To which my father uttered the last coherent sentence I heard from him in his life: “I highly doubt it.”

The entire surreal scene reminded me of a haiku by the Japanese poet Yamazaki Sōkan (1465–1553):

Even at the time
When my father lay dying
I still kept farting

In the final two years of his life, Dad took to announcing that he’d just broken wind. I don’t know why. When I lived in Tyler, Texas, one of my seventh and eighth grade classmates was an Italian kid who’d shout, “Attention!” and then loudly fart. Another kid named Philip with One L could fart on command—colossal expulsions of gas that lasted five seconds and were as loud as a motorcycle. Between Philip and the Italian kid, someone was always letting one rip.

These were the sorts of thoughts cartwheeling through my head as I watched my parents die. You may think I’m astonishingly disrespectful and callous. That’s your right.

The point is, if a total failure like me, my dying father, and my dying mother could all mock ourselves, do you honestly think the creator of the universe has no sense of humor?

My posts aren’t intended to convert you or send a message. Sometimes I speak in declaratives, such as, “The Planner is benign and loves you.” That’s just my opinion. It’s only what I think. Maybe the Planner is a rotten, petty bastard who’s going to boil us in oil for eternity if we don’t kiss his bum.

I highly doubt it.

What I do want is for people in pain to be in less pain. If my posts help you feel less pain, then I admit to “sending a message.” But it’s a message that came from my own head. The Planner hasn’t spoken to me. I have no idea if this was real or not, though I don’t see any reason why it couldn’t have been. My view is that the Planner doesn’t interfere, but he gives signs that are intended to comfort, to strengthen, to alleviate fear, and to let us know that we’re loved.

Today I was in the Seven-Eleven, and the scariest-looking watch-capped thug I’ve even seen stomped in and shouted, “Butta! Where da butta?

The clerk—a Pakistani man with whom I have longish conversations almost daily—told the thug where the butter was, and he went and got a stick. When he came back to the counter where I stood, he looked absolutely miserable. Angry, lost, and extremely dangerous. I noticed a photo-realistic tattoo of a young woman’s face on the inside of his forearm; since I’m now fearless, I said, “That’s a beautiful tattoo on your forearm.”

The thug looked at me suspiciously for a second and then said, “You think so?”

“Absolutely!” I said. “It’s gorgeous.”

He held out both arms in a “Handcuff me!” pose to show that he had two tattoos, two different faces of young women, both midway between wrist and elbow.

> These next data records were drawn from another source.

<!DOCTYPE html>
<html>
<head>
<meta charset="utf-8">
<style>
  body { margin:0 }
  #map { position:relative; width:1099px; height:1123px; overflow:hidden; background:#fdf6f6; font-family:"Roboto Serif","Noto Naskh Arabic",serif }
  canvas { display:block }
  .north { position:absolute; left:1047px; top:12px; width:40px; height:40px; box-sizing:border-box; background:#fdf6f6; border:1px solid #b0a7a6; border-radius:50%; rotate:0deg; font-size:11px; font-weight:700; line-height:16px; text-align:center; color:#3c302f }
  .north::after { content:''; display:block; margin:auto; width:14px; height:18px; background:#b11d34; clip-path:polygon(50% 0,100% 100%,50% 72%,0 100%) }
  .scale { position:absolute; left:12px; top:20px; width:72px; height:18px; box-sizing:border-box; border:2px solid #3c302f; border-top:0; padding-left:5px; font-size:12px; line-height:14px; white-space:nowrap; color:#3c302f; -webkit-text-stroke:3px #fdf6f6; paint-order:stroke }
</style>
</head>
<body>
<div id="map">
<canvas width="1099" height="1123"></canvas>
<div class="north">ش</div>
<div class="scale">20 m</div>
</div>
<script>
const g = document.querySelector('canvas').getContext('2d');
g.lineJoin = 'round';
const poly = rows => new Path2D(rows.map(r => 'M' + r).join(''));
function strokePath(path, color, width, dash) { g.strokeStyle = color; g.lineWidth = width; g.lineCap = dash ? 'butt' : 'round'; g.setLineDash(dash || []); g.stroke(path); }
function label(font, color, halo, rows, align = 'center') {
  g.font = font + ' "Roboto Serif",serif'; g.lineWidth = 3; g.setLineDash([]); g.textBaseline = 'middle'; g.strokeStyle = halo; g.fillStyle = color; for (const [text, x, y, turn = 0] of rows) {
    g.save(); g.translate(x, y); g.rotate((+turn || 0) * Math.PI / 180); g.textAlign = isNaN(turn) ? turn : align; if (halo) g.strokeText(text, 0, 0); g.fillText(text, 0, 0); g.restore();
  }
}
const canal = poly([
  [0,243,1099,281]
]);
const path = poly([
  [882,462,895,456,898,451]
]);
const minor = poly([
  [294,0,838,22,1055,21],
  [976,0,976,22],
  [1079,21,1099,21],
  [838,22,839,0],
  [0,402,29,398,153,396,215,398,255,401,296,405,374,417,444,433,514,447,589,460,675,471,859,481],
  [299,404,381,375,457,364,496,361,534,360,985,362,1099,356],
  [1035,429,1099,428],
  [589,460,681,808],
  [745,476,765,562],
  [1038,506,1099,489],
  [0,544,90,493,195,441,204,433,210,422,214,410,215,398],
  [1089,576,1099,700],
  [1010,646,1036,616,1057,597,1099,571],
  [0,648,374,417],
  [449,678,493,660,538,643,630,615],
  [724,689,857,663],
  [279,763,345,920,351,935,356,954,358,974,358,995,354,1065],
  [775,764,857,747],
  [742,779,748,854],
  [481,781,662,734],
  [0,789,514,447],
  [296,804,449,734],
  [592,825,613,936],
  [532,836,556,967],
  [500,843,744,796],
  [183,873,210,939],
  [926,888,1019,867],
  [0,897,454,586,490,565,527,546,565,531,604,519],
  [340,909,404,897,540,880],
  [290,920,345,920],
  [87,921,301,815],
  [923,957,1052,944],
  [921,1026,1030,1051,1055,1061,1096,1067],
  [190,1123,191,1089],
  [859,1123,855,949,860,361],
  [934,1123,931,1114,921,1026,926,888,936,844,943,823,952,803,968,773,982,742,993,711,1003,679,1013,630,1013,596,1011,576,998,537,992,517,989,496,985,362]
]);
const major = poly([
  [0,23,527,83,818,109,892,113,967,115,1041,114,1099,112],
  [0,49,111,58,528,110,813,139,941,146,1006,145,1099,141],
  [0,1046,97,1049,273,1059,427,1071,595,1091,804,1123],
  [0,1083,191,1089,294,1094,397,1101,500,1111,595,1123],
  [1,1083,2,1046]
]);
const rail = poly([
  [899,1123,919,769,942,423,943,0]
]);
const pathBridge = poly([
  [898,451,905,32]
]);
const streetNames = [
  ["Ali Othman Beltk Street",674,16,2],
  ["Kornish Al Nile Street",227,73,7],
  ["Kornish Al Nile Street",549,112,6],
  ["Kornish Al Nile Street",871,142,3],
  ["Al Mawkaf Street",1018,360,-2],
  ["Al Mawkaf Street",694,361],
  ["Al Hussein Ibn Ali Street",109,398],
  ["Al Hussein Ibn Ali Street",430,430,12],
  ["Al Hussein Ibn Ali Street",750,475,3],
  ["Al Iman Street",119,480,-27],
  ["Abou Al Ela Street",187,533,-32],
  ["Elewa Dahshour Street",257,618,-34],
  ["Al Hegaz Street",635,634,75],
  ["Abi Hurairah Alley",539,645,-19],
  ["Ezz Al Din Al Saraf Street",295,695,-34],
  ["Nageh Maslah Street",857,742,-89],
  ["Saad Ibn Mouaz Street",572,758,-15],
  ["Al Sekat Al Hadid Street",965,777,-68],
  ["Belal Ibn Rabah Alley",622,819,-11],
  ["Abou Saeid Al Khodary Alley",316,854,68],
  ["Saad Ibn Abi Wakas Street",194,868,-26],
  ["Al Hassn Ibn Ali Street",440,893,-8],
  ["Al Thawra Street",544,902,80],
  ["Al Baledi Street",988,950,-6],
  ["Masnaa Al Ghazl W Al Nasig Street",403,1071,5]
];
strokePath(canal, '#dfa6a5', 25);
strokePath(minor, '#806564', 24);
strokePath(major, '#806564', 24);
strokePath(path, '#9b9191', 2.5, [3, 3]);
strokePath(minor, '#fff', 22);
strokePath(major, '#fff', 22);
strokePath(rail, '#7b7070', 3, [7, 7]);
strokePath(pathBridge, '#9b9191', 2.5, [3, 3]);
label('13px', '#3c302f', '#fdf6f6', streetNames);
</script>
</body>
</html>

“They’re my daughters,” he said.

“Wow! What a great thing to do!” I said. “Good for you! They’re beautiful!” And they were beautiful. They were teenagers who seemed to be stifling happy laughter so that the photos would be a little more dignified.

I could almost hear creaking and cracking as certain muscles of the thug’s face got their first use in maybe decades. He gave me a wide but poignantly shy smile.

“Thank you,” he said softly.

“You’re welcome. You have a good day, now,” I said.

“You too.”

When he came in the store, he was using the gangster roll, the hunched don’t-fuck-with-me gait that criminals have adopted. As he walked out, he stood tall and straight. I hope I helped him.

He was open to compliments. I didn’t ask him to show me his tattoos; he volunteered. What I write here is for people who want to read it. I’m not trying to do anything except entertain and occasionally help those who are in the same boat as me and who want to be helped. It’s my choice. I’m not on a mission. Nobody talks to me in the middle of the night. And I certainly don’t have the arrogance to think I’m anything except a guy who writes.

So mock me and laugh at my posts. It’s fine. I’ll live.